MATERIAL PROVIDED —
· · · · ·
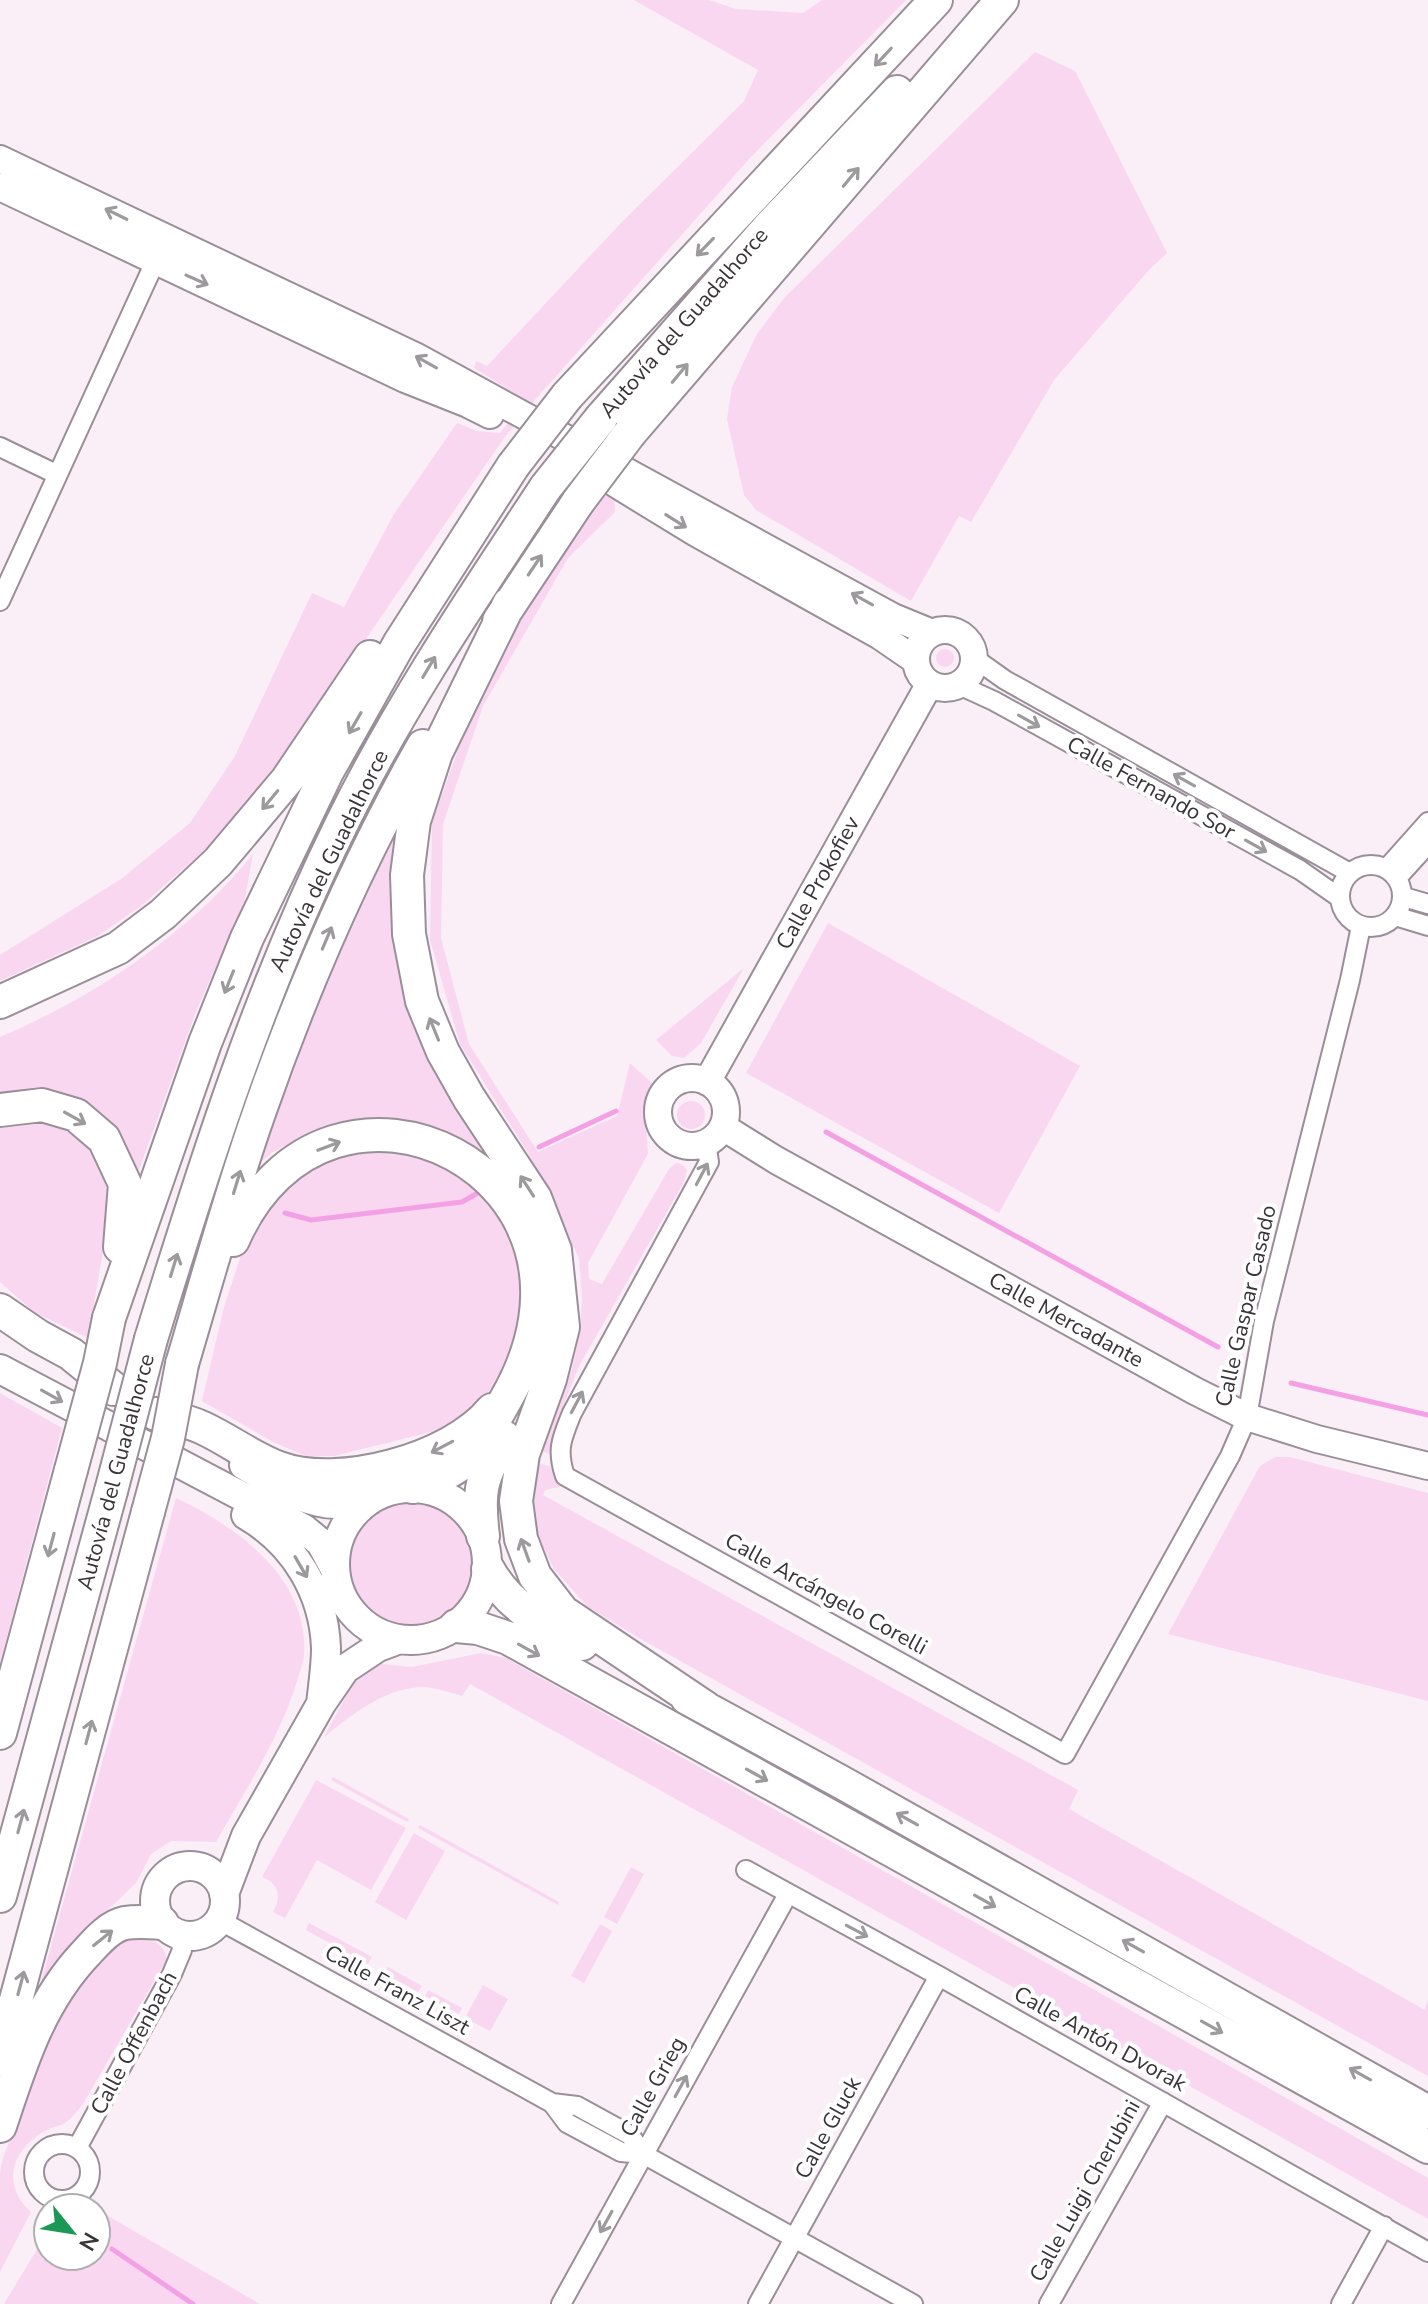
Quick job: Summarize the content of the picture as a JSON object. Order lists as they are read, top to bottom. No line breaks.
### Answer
{"streets":{"highway":["Autovía del Guadalhorce"],"street":["Calle Fernando Sor","Calle Prokofiev","Calle Gaspar Casado","Calle Mercadante","Calle Arcángelo Corelli","Calle Franz Liszt","Calle Antón Dvorak","Calle Offenbach","Calle Grieg","Calle Gluck","Calle Luigi Cherubini"]},"crossings":[["Calle Fernando Sor","Calle Prokofiev"],["Calle Fernando Sor","Calle Gaspar Casado"],["Calle Prokofiev","Calle Mercadante"],["Calle Prokofiev","Calle Arcángelo Corelli"],["Calle Gaspar Casado","Calle Mercadante"],["Calle Gaspar Casado","Calle Arcángelo Corelli"],["Calle Mercadante","Calle Arcángelo Corelli"],["Calle Franz Liszt","Calle Offenbach"],["Calle Franz Liszt","Calle Grieg"],["Calle Franz Liszt","Calle Gluck"],["Calle Antón Dvorak","Calle Grieg"],["Calle Antón Dvorak","Calle Gluck"],["Calle Antón Dvorak","Calle Luigi Cherubini"]],"north":"bottom right"}
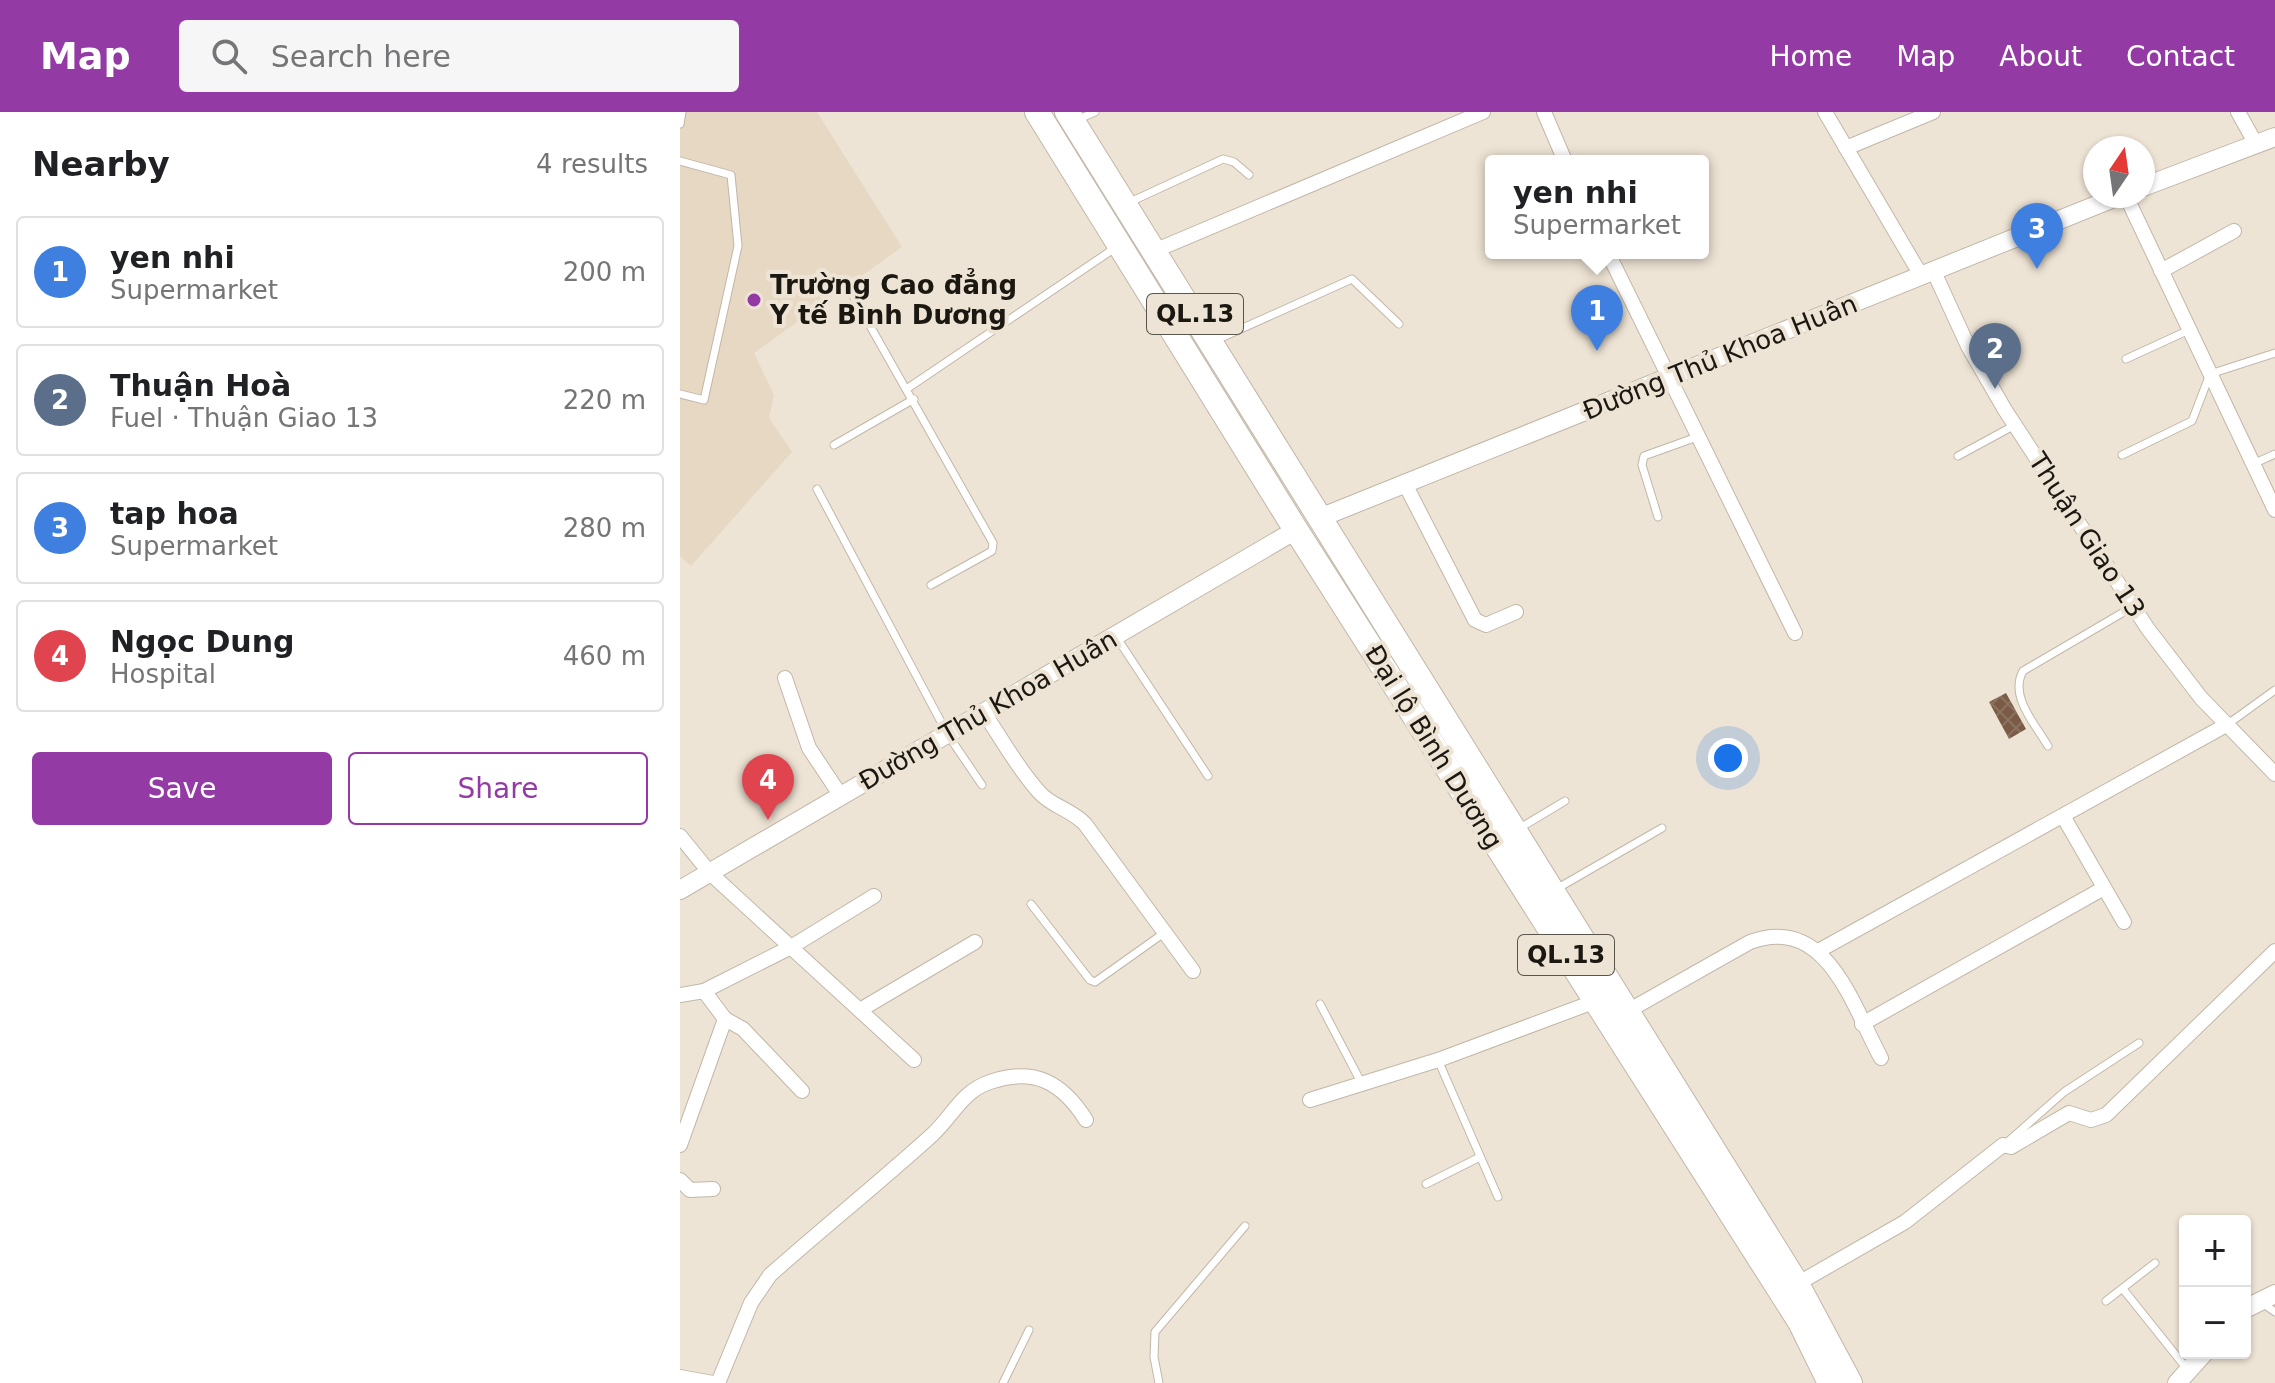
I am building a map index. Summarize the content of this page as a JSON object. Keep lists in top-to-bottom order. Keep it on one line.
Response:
{"streets":{"highway":["QL.13","Đại lộ Bình Dương"],"main road":["Đường Thủ Khoa Huân"],"street":["Thuận Giao 13"]},"crossings":[["Đường Thủ Khoa Huân","Thuận Giao 13"],["Đường Thủ Khoa Huân","Đại lộ Bình Dương"]],"places":["Trường Cao đẳng Y tế Bình Dương"],"north":"top","page":{"header":"Map","search":"Search here","nav":["Home","Map","About","Contact"],"heading":["Nearby","4 results"],"popup":["yen nhi","Supermarket"],"pins":["3","1","2","4"],"list":[{"mark":"1","name":"yen nhi","note":"Supermarket","value":"200 m"},{"mark":"2","name":"Thuận Hoà","note":"Fuel · Thuận Giao 13","value":"220 m"},{"mark":"3","name":"tap hoa","note":"Supermarket","value":"280 m"},{"mark":"4","name":"Ngọc Dung","note":"Hospital","value":"460 m"}],"buttons":["Save","Share"],"map_buttons":["+","−"]}}
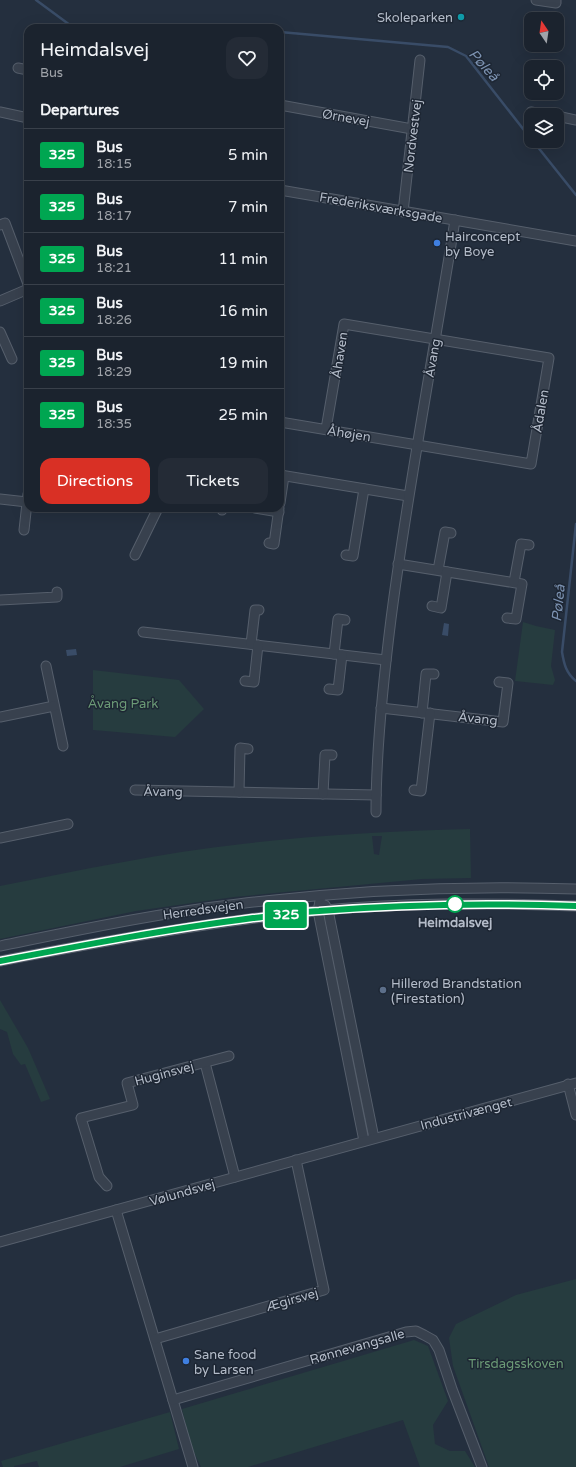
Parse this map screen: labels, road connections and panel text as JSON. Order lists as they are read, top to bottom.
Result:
{
  "streets": {
    "street": [
      "Ørnevej",
      "Nordvestvej",
      "Frederiksværksgade",
      "Åhaven",
      "Åvang",
      "Ådalen",
      "Åhøjen",
      "Herredsvejen",
      "Huginsvej",
      "Industrivænget",
      "Vølundsvej",
      "Ægirsvej",
      "Rønnevangsalle"
    ]
  },
  "crossings": [
    ["Ørnevej", "Nordvestvej"],
    ["Nordvestvej", "Frederiksværksgade"],
    ["Frederiksværksgade", "Åvang"],
    ["Åhaven", "Åvang"],
    ["Åhaven", "Ådalen"],
    ["Åhaven", "Åhøjen"],
    ["Åvang", "Ådalen"],
    ["Åvang", "Åhøjen"],
    ["Ådalen", "Åhøjen"],
    ["Huginsvej", "Vølundsvej"],
    ["Industrivænget", "Vølundsvej"],
    ["Vølundsvej", "Ægirsvej"]
  ],
  "water": ["Pøleå"],
  "parks": ["Åvang Park", "Tirsdagsskoven"],
  "places": [
    "Skoleparken",
    "Hairconcept by Boye",
    "Heimdalsvej",
    "Hillerød Brandstation (Firestation)",
    "Sane food by Larsen"
  ],
  "lines": ["bus line 325"],
  "north": "top",
  "page": {
    "on_map": "325",
    "heading": [
      ["Heimdalsvej", "Bus"],
      "Departures"
    ],
    "list": [
      {
        "mark": "325",
        "name": "Bus",
        "note": "18:15",
        "value": "5 min"
      },
      {
        "mark": "325",
        "name": "Bus",
        "note": "18:17",
        "value": "7 min"
      },
      {
        "mark": "325",
        "name": "Bus",
        "note": "18:21",
        "value": "11 min"
      },
      {
        "mark": "325",
        "name": "Bus",
        "note": "18:26",
        "value": "16 min"
      },
      {
        "mark": "325",
        "name": "Bus",
        "note": "18:29",
        "value": "19 min"
      },
      {
        "mark": "325",
        "name": "Bus",
        "note": "18:35",
        "value": "25 min"
      }
    ],
    "buttons": ["Directions", "Tickets"]
  }
}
· · · · ·
DESCRIPTION OF THE TASK — Everything above from the line with "I am building" through the line with "Parse this map" should be retyped exactly, and nothing else; omit pictures.

SOLUTION TO THIS TASK —
I am building a map index. Summarize the content of this page as a JSON object. Keep lists in top-to-bottom order. Keep it on one line.
Response:
{"streets":{"highway":["QL.13","Đại lộ Bình Dương"],"main road":["Đường Thủ Khoa Huân"],"street":["Thuận Giao 13"]},"crossings":[["Đường Thủ Khoa Huân","Thuận Giao 13"],["Đường Thủ Khoa Huân","Đại lộ Bình Dương"]],"places":["Trường Cao đẳng Y tế Bình Dương"],"north":"top","page":{"header":"Map","search":"Search here","nav":["Home","Map","About","Contact"],"heading":["Nearby","4 results"],"popup":["yen nhi","Supermarket"],"pins":["3","1","2","4"],"list":[{"mark":"1","name":"yen nhi","note":"Supermarket","value":"200 m"},{"mark":"2","name":"Thuận Hoà","note":"Fuel · Thuận Giao 13","value":"220 m"},{"mark":"3","name":"tap hoa","note":"Supermarket","value":"280 m"},{"mark":"4","name":"Ngọc Dung","note":"Hospital","value":"460 m"}],"buttons":["Save","Share"],"map_buttons":["+","−"]}}
Parse this map screen: labels, road connections and panel text as JSON. Order lists as they are read, top to bottom.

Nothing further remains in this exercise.